We counted the trip a success, even though it was a very dry park because we were able to see the Park at a moment in the yearly seasonal cycles that was highly unusual.
We left the spoonbill lake around 4:00 and drove about 45 miles to Black Point Ocean Grille at the Black Point Marina located on a boat channel that connects a large marina to Biscayne Bay.
We ordered dinner at 5:30 during happy Hour. We both ordered glasses of Bancroft New Zealand Sauvignon Blanc, plus a medium stone crab claw, and a grilled red snapper fillet topped with a crab cake and drizzled with a shrimp sauce served on a platter with a pile of a blend of wild and regular rice and a bowl of fresh green beans.
We did not think much of the Stone crab claw because it did not have as much crab flavor as the fresh Dungeness crabs we usually buy at Costco, but liked the grilled red snapper garnished with a crab cake and drizzled with shrimp sauce. The fish filet was tough on the thinner ends but tender in the middle under the crab cake.
As the sun sank lower in the sky Suzette ordered a Margarita for dessert and we left just before sunset at 7:15 as the sun was setting.
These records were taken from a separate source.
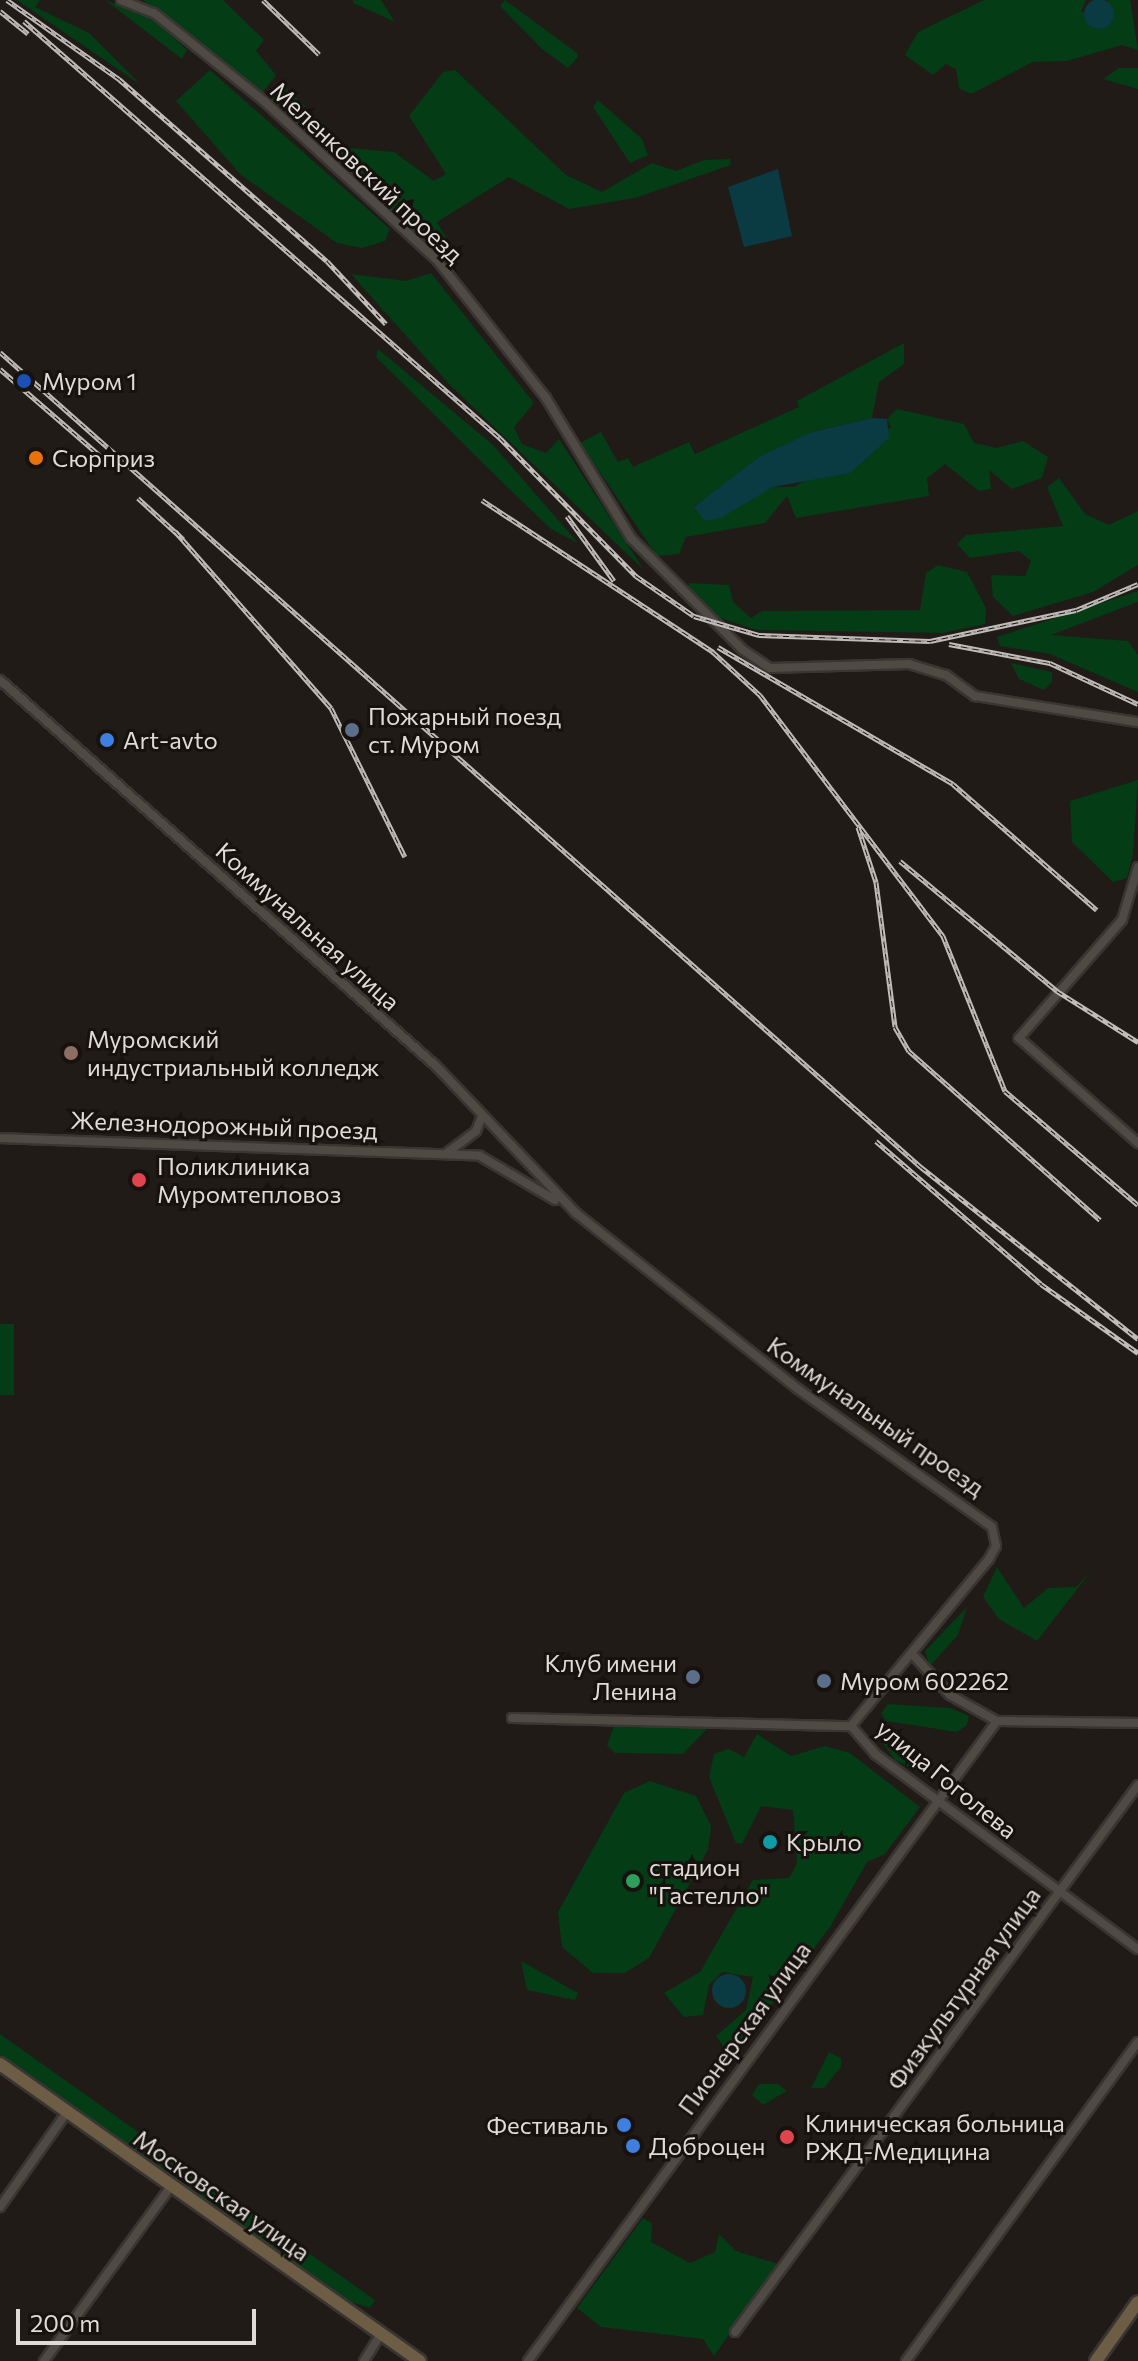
<!DOCTYPE html>
<html>
<head>
<meta charset="utf-8">
<style>
	body { margin:0 }
	#map { position:relative; width:1138px; height:2361px; overflow:hidden; background:#201b17; font-family:Commissioner,sans-serif }
	div>[style] { position:absolute }
	[style*='--x'] { left:calc(var(--x)*1px); top:calc(var(--y)*1px); width:calc(var(--w)*1px); rotate:calc(var(--a)*1deg) }
	.green>* { inset:0; background:#033c15; transform-origin:0 0 }
	.water>* { inset:0; background:#0a3a42 }
	.round { border-radius:50% }
	.roads { filter:drop-shadow(2px 0 #393532) drop-shadow(-2px 0 #393532) drop-shadow(0 2px #393532) drop-shadow(0 -2px #393532) }
	.street>* { height:8px; margin:-4px; padding:0 4px; transform-origin:4px; border-radius:4px; background:#504a45 }
	.secondary>* { height:12px; margin:-6px; padding:0 6px; transform-origin:6px; border-radius:6px; background:#6d5d44 }
	.rail>* { height:5px; margin-top:-2.5px; transform-origin:0; background:repeating-linear-gradient(90deg,#17120e 0 6px,#c0bcba 0 12px); box-sizing:border-box; border-block:2px solid #c0bcba }
	.dots>* { width:22px; height:22px; translate:-50% -50%; box-sizing:border-box; border:4px solid #17120e; border-radius:50% }
	span { translate:-50% -50%; white-space:nowrap; text-align:center; line-height:1.15; -webkit-text-stroke:6px #17120e; paint-order:stroke }
	.street-label { font-size:24px; color:#dfdbd9 }
	.poi-label { font-size:24px; color:#dfdbd9 }
	.left { translate:0 -50%; text-align:left }
	.right { translate:-100% -50%; text-align:right }
	.scale { position:absolute; left:16px; top:2309px; width:240px; height:36px; box-sizing:border-box; border:4px solid #dfdbd9; border-top:0; padding-left:10px; font-size:24px; line-height:28px; white-space:nowrap; color:#dfdbd9; -webkit-text-stroke:6px #17120e; paint-order:stroke }
</style>
</head>
<body>
<div id="map">
	<div class="green">
		<i style="clip-path:polygon(17px 0,40px 0,35px 7px,89px 33px,141px 85px)"></i>
		<i style="clip-path:polygon(105px 0,153px 19px,187px 50px,182px 59px)"></i>
		<i style="clip-path:polygon(143px 0,223px 0,264px 40px,256px 51px,276px 75px,263px 92px)"></i>
		<i style="clip-path:polygon(381px 0,395px 22px,353px 3px,353px 0)"></i>
		<i style="clip-path:polygon(505px 0,577px 53px,578px 57px,568px 68px,542px 49px,500px 6px)"></i>
		<i style="clip-path:polygon(984px 0,1086px 0,1081px 12px,1113px 13px,1107px 0,1130px 0,1138px 50px,1122px 45px,1067px 61px,1033px 62px,971px 94px,959px 88px,956px 69px,946px 64px,933px 75px,905px 55px,918px 32px)"></i>
		<i style="clip-path:polygon(1119px 68px,1138px 68px,1138px 89px,1103px 79px)"></i>
		<i style="clip-path:polygon(210px 70px,390px 229px,385px 241px,362px 248px,337px 243px,241px 175px,176px 101px)"></i>
		<i style="clip-path:polygon(455px 70px,566px 175px,602px 192px,652px 163px,676px 171px,704px 160px,730px 159px,731px 165px,635px 198px,569px 209px,509px 177px,437px 222px,454px 251px,440px 255px,270px 99px,282px 84px,349px 148px,394px 152px,434px 181px,446px 174px,409px 116px,443px 72px)"></i>
		<i style="clip-path:polygon(598px 100px,642px 139px,648px 155px,630px 163px,593px 107px)"></i>
		<i style="clip-path:polygon(431px 273px,534px 403px,514px 427px,522px 444px,546px 453px,559px 439px,644px 570px,450px 385px,351px 274px,406px 281px)"></i>
		<i style="clip-path:polygon(904px 343px,904px 364px,879px 382px,872px 418px,812px 432px,694px 506px,705px 520px,773px 487px,794px 487px,891px 427px,887px 419px,897px 409px,964px 424px,974px 443px,997px 448px,1023px 441px,1048px 457px,1042px 478px,1012px 489px,989px 470px,991px 489px,979px 491px,945px 464px,927px 478px,929px 496px,796px 518px,787px 496px,765px 523px,686px 537px,679px 554px,657px 556px,580px 443px,601px 432px,618px 462px,628px 458px,633px 467px,689px 442px,695px 454px,799px 407px,797px 401px)"></i>
		<i style="clip-path:polygon(378px 349px,493px 445px,578px 543px,551px 529px,505px 485px,376px 357px)"></i>
		<i style="clip-path:polygon(1059px 478px,1085px 514px,1109px 525px,1138px 511px,1138px 565px,1093px 592px,1013px 616px,993px 597px,991px 575px,1025px 576px,1031px 561px,1019px 551px,970px 558px,957px 544px,966px 535px,1063px 526px,1047px 487px)"></i>
		<i style="clip-path:polygon(938px 565px,967px 572px,986px 608px,985px 624px,943px 633px,757px 630px,717px 617px,687px 589px,689px 583px,729px 585px,733px 602px,751px 618px,762px 611px,920px 610px,926px 573px)"></i>
		<i style="clip-path:polygon(1138px 591px,1138px 602px,1051px 635px,1128px 641px,1138px 655px,1138px 692px,1050px 654px,1000px 646px,997px 637px)"></i>
		<i style="clip-path:polygon(1011px 663px,1052px 672px,1052px 682px,1044px 690px,1019px 679px)"></i>
		<i style="clip-path:polygon(1138px 780px,1133px 854px,1127px 878px,1113px 882px,1072px 842px,1070px 801px)"></i>
		<i style="left:0;top:1324px;width:14px;height:71px"></i>
		<i style="clip-path:polygon(997px 1567px,1024px 1608px,1048px 1588px,1076px 1587px,1092px 1570px,1037px 1641px,999px 1619px,983px 1597px)"></i>
		<i style="clip-path:polygon(967px 1607px,958px 1635px,930px 1666px,925px 1651px)"></i>
		<i style="clip-path:polygon(888px 1704px,950px 1708px,969px 1716px,967px 1725px,957px 1732px,886px 1721px,881px 1713px)"></i>
		<i style="clip-path:polygon(615px 1723px,705px 1725px,706px 1730px,683px 1754px,615px 1753px,607px 1745px)"></i>
		<i style="clip-path:polygon(757px 1734px,791px 1756px,825px 1746px,850px 1753px,920px 1807px,885px 1854px,867px 1862px,830px 1927px,739px 2048px,723px 2046px,716px 2036px,746px 2010px,753px 1977px,722px 1972px,709px 1985px,703px 2015px,684px 2017px,664px 1993px,700px 1972px,753px 1880px,789px 1878px,797px 1863px,793px 1810px,761px 1806px,742px 1844px,736px 1843px,709px 1777px,714px 1754px,729px 1749px,744px 1757px)"></i>
		<i style="clip-path:polygon(881px 1740px,925px 1769px,926px 1776px,895px 1760px)"></i>
		<i style="clip-path:polygon(650px 1781px,696px 1796px,711px 1826px,708px 1850px,649px 1958px,625px 1973px,593px 1973px,562px 1947px,558px 1912px,624px 1793px)"></i>
		<i style="clip-path:polygon(521px 1961px,578px 1993px,575px 2000px,527px 1990px)"></i>
		<i style="clip-path:polygon(0 2034px,375px 2300px,370px 2308px,345px 2300px,0 2055px)"></i>
		<i style="clip-path:polygon(829px 2052px,841px 2058px,841px 2067px,824px 2088px,811px 2088px)"></i>
		<i style="clip-path:polygon(759px 2084px,778px 2084px,787px 2091px,763px 2105px,752px 2095px)"></i>
		<i style="clip-path:polygon(643px 2218px,652px 2223px,651px 2242px,690px 2263px,715px 2252px,719px 2234px,736px 2251px,778px 2264px,714px 2356px,703px 2339px,601px 2327px,577px 2308px)"></i>
	</div>
	<div class="water">
		<i class="round" style="left:1084px;top:-1px;width:30px;height:30px"></i>
		<i style="clip-path:polygon(778px 169px,792px 236px,744px 247px,728px 187px)"></i>
		<i style="clip-path:polygon(872px 418px,887px 419px,889px 438px,850px 473px,773px 487px,721px 518px,705px 521px,694px 507px,759px 457px,812px 432px)"></i>
		<i class="round" style="left:712px;top:1974px;width:34px;height:34px"></i>
	</div>
	<div class="roads">
		<div class="street">
			<i style="--x:121;--y:0;--w:35;--a:22"></i>
			<i style="--x:154;--y:13;--w:141;--a:38.7"></i>
			<i style="--x:264;--y:101;--w:235;--a:42.6"></i>
			<i style="--x:437;--y:260;--w:176;--a:51.7"></i>
			<i style="--x:546;--y:398;--w:164;--a:58.7"></i>
			<i style="--x:631;--y:538;--w:158;--a:45"></i>
			<i style="--x:743;--y:650;--w:32;--a:34"></i>
			<i style="--x:770;--y:668;--w:139;--a:-1.6"></i>
			<i style="--x:909;--y:664;--w:39;--a:17"></i>
			<i style="--x:946;--y:675;--w:36;--a:36"></i>
			<i style="--x:975;--y:696;--w:165;--a:9.1"></i>
			<i style="--x:0;--y:680;--w:582;--a:41.52"></i>
			<i style="--x:436;--y:1066;--w:203;--a:46.4"></i>
			<i style="--x:576;--y:1213;--w:283;--a:38.4"></i>
			<i style="--x:798;--y:1389;--w:238;--a:35.4"></i>
			<i style="--x:992;--y:1527;--w:19;--a:78"></i>
			<i style="--x:996;--y:1546;--w:15;--a:118"></i>
			<i style="--x:989;--y:1559;--w:217;--a:129.6"></i>
			<i style="--x:1138;--y:867;--w:55;--a:106.8"></i>
			<i style="--x:1122;--y:920;--w:157;--a:131.1"></i>
			<i style="--x:1019;--y:1038;--w:159;--a:41.4"></i>
			<i style="--x:0;--y:1138;--w:480;--a:2.1"></i>
			<i style="--x:480;--y:1156;--w:87;--a:30.4"></i>
			<i style="--x:447;--y:1153;--w:36;--a:-37"></i>
			<i style="--x:476;--y:1131;--w:16;--a:-68"></i>
			<i style="--x:915;--y:1657;--w:52;--a:47.4"></i>
			<i style="--x:950;--y:1695;--w:54;--a:29"></i>
			<i style="--x:997;--y:1721;--w:141;--a:0.8"></i>
			<i style="--x:512;--y:1718;--w:339;--a:1.4"></i>
			<i style="--x:851;--y:1726;--w:37;--a:49"></i>
			<i style="--x:875;--y:1754;--w:327;--a:36.6"></i>
			<i style="--x:0;--y:2207;--w:116;--a:-54.8"></i>
			<i style="--x:735;--y:2332;--w:679;--a:-53.62"></i>
			<i style="--x:44;--y:2361;--w:216;--a:-54"></i>
			<i style="--x:364;--y:2361;--w:32;--a:-58"></i>
			<i style="--x:528;--y:2361;--w:793;--a:-53.77"></i>
			<i style="--x:906;--y:2361;--w:394;--a:-54"></i>
		</div>
		<div class="secondary">
			<i style="--x:0;--y:2064;--w:514;--a:35.27"></i>
			<i style="--x:1096;--y:2361;--w:72;--a:-54.6"></i>
		</div>
	</div>
	<div class="rail">
		<i style="--x:7;--y:0;--w:137;--a:35.2"></i>
		<i style="--x:119;--y:79;--w:276;--a:41.2"></i>
		<i style="--x:327;--y:261;--w:86;--a:46.9"></i>
		<i style="--x:263;--y:0;--w:78;--a:44"></i>
		<i style="--x:0;--y:11;--w:36;--a:39"></i>
		<i style="--x:24;--y:21;--w:633;--a:41.22"></i>
		<i style="--x:500;--y:438;--w:194;--a:45.4"></i>
		<i style="--x:636;--y:576;--w:70;--a:34.6"></i>
		<i style="--x:694;--y:616;--w:68;--a:16.3"></i>
		<i style="--x:759;--y:635;--w:171;--a:2"></i>
		<i style="--x:930;--y:641;--w:149;--a:-12"></i>
		<i style="--x:1076;--y:610;--w:67;--a:-22.8"></i>
		<i style="--x:0;--y:352;--w:1230;--a:41.51"></i>
		<i style="--x:921;--y:1167;--w:277;--a:38.4"></i>
		<i style="--x:0;--y:369;--w:148;--a:40.9"></i>
		<i style="--x:138;--y:498;--w:61;--a:42.3"></i>
		<i style="--x:482;--y:500;--w:277;--a:33.3"></i>
		<i style="--x:713;--y:652;--w:64;--a:42.5"></i>
		<i style="--x:760;--y:695;--w:303;--a:52.8"></i>
		<i style="--x:943;--y:936;--w:167;--a:68.2"></i>
		<i style="--x:1005;--y:1091;--w:175;--a:40.6"></i>
		<i style="--x:567;--y:516;--w:80;--a:54.1"></i>
		<i style="--x:175;--y:531;--w:236;--a:48.6"></i>
		<i style="--x:331;--y:708;--w:166;--a:63.6"></i>
		<i style="--x:949;--y:644;--w:103;--a:10.7"></i>
		<i style="--x:1050;--y:663;--w:97;--a:25"></i>
		<i style="--x:718;--y:647;--w:272;--a:30.2"></i>
		<i style="--x:953;--y:784;--w:191;--a:41.2"></i>
		<i style="--x:858;--y:827;--w:58;--a:71.9"></i>
		<i style="--x:876;--y:882;--w:146;--a:82.5"></i>
		<i style="--x:895;--y:1027;--w:28;--a:60"></i>
		<i style="--x:909;--y:1051;--w:255;--a:41.5"></i>
		<i style="--x:900;--y:861;--w:204;--a:39.6"></i>
		<i style="--x:1057;--y:991;--w:96;--a:32.2"></i>
		<i style="--x:876;--y:1141;--w:218;--a:40.9"></i>
		<i style="--x:1041;--y:1284;--w:119;--a:35.4"></i>
	</div>
	<div class="dots">
		<i style="left:24px;top:381px;background:#1a4fb4"></i>
		<i style="left:36px;top:458px;background:#e8710a"></i>
		<i style="left:352px;top:730px;background:#5c6f8a"></i>
		<i style="left:107px;top:740px;background:#3f7fe0"></i>
		<i style="left:71px;top:1053px;background:#8d6e63"></i>
		<i style="left:139px;top:1180px;background:#e0444e"></i>
		<i style="left:693px;top:1677px;background:#5c6f8a"></i>
		<i style="left:824px;top:1681px;background:#5c6f8a"></i>
		<i style="left:770px;top:1842px;background:#0f9aa8"></i>
		<i style="left:633px;top:1881px;background:#2e9e5b"></i>
		<i style="left:624px;top:2125px;background:#3f7fe0"></i>
		<i style="left:787px;top:2137px;background:#e0444e"></i>
		<i style="left:633px;top:2146px;background:#3f7fe0"></i>
	</div>
	<div class="street-label">
		<span style="left:367px;top:172px;rotate:43deg">Меленковский проезд</span>
		<span style="left:308px;top:926px;rotate:42deg">Коммунальная улица</span>
		<span style="left:224px;top:1125px;rotate:2deg">Железнодорожный проезд</span>
		<span style="left:876px;top:1416px;rotate:35deg">Коммунальный проезд</span>
		<span style="left:947px;top:1779px;rotate:39deg">улица Гоголева</span>
		<span style="left:963px;top:1988px;rotate:-54deg">Физкультурная улица</span>
		<span style="left:744px;top:2028px;rotate:-54deg">Пионерская улица</span>
		<span style="left:222px;top:2195px;rotate:35deg">Московская улица</span>
	</div>
	<div class="poi-label">
		<span class="left" style="left:42px;top:381px">Муром 1</span>
		<span class="left" style="left:52px;top:458px">Сюрприз</span>
		<span class="left" style="left:368px;top:730px">Пожарный поезд<br>ст. Муром</span>
		<span class="left" style="left:123px;top:740px">Art-avto</span>
		<span class="left" style="left:87px;top:1053px">Муромский<br>индустриальный колледж</span>
		<span class="left" style="left:157px;top:1180px">Поликлиника<br>Муромтепловоз</span>
		<span class="right" style="left:677px;top:1677px">Клуб имени<br>Ленина</span>
		<span class="left" style="left:840px;top:1681px">Муром 602262</span>
		<span class="left" style="left:786px;top:1842px">Крыло</span>
		<span class="left" style="left:649px;top:1881px">стадион<br>"Гастелло"</span>
		<span class="left" style="left:805px;top:2137px">Клиническая больница<br>РЖД-Медицина</span>
		<span class="right" style="left:608px;top:2125px">Фестиваль</span>
		<span class="left" style="left:649px;top:2146px">Доброцен</span>
	</div>
	<div class="scale">200 m</div>
</div>
</body>
</html>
One of the interesting things about the Black Point Ocean Grill is that it is located next to a large Marina on the boat channel linked directly to the Atlantic so it is accessible by boat. While we were sitting at the table next to the water several pleasure boats docked and there was a coterie of boat owners drinking and swapping tall tales by the bar in one of the three levels of the large restaurant.
The other neat thing about the restaurant is that it is located across from a park and the boat channel was blocked by bouys just past the Marina and that protected channel appeared to be a manatee habitat because I saw three manatee swim from the protected area toward the ocean.
The other really neat thing I saw was an Osprey fly low over the water in the wide area between the channel and the marina and catch a fish with its claws and carry the fish away.
Our day of discovery finally ended after we talked to a local couple who sat at the next table and advised us how to avoid the traffic when we go the Biscayne Bay National Park tomorrow.
I watched Death in Paradise and Paris Murders on South Florida PBS and then blogged and went to bed at 10:00.